I came to ANU and really loved the environment and academics here. I thought that not many people get this opportunity, so I was going to take it.
Have you undertaken any international opportunities or clinical internships? If so, how have they shaped your outlook on law?
I undertook an internship at the Office of the Commonwealth Ombudsman working in the legal team processing freedom of information requests and carrying out legal research.
I was reading articles (for the internship paper), and there was sort of unanimous praise for the Ombudsman. It makes sense; it seems to be effective. But then I realised no one had ever tried to ‘evidence’ these claims with objective, measured metrics. I thought I could fill that gap through my paper, which I wanted to be useful for the Ombudsman Office. My supervisor thought it was a very ambitious task, but she was very supportive.
When I received an email (from journal editor Professor Matthew Groves) saying my article had been approved for publishing, it was surreal. I was just lost for words. Not many undergraduate students have the chance to be published in a research journal, and to have the first submission accepted without revision was even more amazing. Mostly, I’m just pleased to produce something with real-world value – it’s a really nice feeling.
Find out more about Jeremy's paper, “Creating a Framework for Evaluating the ‘Effectiveness’ of the Commonwealth Ombudsman”, here.
Who has been your most influential academic and why?
When I started at ANU, Administrative Law (LAWS2201) was one of those really scary subjects. I had serious trepidation. It definitely has a reputation for being one of those harder courses, but I was really lucky to have Associate Professor Greg Weeks as a lecturer. I enjoyed it so much, I thought, ‘You know what? I’ll do Advanced Administrative Law (LAWS4262) as an elective, too.’

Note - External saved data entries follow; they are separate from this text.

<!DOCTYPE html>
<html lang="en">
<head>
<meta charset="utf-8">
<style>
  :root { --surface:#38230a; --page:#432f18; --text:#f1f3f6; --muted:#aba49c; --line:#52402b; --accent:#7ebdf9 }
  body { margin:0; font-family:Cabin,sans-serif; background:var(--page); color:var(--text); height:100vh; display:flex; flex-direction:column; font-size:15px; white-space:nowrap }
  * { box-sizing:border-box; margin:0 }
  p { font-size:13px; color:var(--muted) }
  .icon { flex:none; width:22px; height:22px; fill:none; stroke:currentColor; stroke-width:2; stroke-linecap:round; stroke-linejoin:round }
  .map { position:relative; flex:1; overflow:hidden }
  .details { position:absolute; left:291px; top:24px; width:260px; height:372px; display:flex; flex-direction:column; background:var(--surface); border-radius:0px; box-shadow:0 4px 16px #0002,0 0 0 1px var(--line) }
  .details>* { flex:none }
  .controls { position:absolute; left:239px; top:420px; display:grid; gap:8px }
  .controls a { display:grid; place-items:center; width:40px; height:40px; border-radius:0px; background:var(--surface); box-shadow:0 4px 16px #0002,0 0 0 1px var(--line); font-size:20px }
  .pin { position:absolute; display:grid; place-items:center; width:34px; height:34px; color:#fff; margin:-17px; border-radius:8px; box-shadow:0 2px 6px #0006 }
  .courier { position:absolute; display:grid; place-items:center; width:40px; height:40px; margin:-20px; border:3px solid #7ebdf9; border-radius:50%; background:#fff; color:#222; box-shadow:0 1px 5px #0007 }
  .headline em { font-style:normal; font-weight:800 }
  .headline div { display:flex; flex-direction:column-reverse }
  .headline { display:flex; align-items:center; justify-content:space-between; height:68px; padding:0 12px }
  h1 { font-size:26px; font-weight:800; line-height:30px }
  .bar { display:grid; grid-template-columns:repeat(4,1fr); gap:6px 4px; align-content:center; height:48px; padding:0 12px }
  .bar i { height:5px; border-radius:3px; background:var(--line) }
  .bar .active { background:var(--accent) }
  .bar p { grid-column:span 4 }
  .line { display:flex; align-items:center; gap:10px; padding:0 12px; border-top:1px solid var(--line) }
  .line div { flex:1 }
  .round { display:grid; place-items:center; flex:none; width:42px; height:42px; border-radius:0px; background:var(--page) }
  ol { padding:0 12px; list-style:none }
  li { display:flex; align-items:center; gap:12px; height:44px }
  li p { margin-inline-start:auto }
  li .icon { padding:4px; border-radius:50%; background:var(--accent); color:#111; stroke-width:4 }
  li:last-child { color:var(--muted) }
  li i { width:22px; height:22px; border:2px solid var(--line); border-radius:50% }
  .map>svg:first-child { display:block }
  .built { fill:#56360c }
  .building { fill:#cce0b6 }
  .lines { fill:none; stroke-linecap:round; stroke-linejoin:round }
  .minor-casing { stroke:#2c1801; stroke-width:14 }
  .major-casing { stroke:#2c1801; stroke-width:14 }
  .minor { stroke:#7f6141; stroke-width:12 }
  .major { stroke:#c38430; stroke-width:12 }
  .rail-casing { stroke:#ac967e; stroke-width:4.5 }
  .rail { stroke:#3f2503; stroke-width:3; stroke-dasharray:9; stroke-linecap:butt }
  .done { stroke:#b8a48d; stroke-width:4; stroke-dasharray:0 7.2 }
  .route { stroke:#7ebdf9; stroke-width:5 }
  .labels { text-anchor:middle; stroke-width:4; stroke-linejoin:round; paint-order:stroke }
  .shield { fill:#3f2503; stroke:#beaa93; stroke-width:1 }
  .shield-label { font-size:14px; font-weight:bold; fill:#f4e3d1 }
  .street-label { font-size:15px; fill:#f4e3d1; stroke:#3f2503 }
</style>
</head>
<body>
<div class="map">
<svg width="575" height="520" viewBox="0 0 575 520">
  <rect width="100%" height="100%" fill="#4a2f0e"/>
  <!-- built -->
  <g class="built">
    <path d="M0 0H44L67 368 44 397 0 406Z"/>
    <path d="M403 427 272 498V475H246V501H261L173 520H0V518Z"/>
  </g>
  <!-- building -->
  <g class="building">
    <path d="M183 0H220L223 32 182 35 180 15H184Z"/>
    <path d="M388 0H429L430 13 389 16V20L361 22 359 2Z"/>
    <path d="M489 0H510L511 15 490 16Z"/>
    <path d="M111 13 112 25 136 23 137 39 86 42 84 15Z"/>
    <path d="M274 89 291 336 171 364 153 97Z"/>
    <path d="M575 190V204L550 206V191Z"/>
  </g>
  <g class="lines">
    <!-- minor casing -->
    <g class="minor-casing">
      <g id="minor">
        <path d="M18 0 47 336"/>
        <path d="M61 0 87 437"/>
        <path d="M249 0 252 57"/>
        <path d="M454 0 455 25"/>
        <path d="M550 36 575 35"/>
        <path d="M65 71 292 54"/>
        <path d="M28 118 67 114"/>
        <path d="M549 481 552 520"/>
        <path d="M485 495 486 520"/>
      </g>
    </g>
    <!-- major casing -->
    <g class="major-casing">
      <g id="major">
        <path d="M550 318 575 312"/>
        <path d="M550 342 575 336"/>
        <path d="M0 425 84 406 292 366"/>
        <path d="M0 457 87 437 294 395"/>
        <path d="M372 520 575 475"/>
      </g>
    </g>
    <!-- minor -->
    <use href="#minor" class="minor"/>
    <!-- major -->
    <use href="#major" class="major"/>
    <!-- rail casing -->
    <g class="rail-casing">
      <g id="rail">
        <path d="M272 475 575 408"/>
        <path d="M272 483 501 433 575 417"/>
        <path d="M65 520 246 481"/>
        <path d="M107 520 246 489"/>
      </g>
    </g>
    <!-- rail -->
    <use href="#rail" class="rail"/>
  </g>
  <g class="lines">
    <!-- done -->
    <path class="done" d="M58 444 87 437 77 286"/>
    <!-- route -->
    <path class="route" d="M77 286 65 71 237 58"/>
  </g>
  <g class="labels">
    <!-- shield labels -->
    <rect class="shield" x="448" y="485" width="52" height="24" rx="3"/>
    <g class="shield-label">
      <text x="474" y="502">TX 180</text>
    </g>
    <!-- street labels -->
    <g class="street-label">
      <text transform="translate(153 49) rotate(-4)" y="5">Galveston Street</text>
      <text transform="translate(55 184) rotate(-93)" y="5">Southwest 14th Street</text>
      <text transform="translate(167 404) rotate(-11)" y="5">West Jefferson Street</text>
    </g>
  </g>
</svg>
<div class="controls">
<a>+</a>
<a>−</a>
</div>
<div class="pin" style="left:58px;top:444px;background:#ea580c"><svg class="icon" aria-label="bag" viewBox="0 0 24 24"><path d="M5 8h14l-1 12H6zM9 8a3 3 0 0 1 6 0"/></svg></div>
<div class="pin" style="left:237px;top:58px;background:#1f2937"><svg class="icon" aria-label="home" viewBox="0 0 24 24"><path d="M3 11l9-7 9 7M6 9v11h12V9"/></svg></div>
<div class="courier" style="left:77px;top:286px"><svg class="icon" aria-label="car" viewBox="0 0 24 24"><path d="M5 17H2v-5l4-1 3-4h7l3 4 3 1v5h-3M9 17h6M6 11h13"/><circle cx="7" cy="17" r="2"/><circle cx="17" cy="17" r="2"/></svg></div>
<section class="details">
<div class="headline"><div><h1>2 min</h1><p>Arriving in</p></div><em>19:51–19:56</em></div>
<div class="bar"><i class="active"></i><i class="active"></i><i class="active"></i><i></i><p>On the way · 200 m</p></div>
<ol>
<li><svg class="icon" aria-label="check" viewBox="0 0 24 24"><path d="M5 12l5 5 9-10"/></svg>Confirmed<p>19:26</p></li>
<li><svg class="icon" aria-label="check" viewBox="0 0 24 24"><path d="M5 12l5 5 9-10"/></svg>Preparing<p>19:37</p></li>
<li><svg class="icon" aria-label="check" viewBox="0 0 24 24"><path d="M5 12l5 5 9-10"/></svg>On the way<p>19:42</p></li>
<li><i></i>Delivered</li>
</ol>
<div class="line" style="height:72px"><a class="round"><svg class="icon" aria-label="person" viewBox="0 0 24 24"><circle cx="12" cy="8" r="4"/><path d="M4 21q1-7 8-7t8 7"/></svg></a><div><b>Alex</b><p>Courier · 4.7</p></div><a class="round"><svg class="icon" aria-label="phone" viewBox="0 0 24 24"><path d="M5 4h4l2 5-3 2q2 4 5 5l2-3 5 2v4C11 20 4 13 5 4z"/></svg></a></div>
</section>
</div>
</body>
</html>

A major reason I came to ANU was because of the academics, and Greg’s passion and enthusiasm for teaching was immediately infectious. I wasn’t just going through the motions of admin law; I found myself wanting to go further, and that sealed my decision to take admin law as an elective.
What are your next steps, planned or aspired, after graduation?
Over the past four years, I’ve had different experiences in law and corporate consulting. I genuinely enjoy many areas of law, including administrative law, so I think a non-linear career is really exciting. That’s the beauty of our generation – there are so many opportunities.
What advice would you give future ANU Law students?
My recommendation is to just give it a go and give it your best. You have nothing to lose. When I went into Administrative Law as a compulsory course, I never thought I would enjoy it or decide to take an elective. When I did Advanced Administrative Law, I never thought I would do so well or it would lead to my experience at the Commonwealth Ombudsman. And when I did my internship, I never thought it would lead to being published in a peer-reviewed journal.
I guess the moral of the story is to keep an open mind and never close yourself off from any opportunity.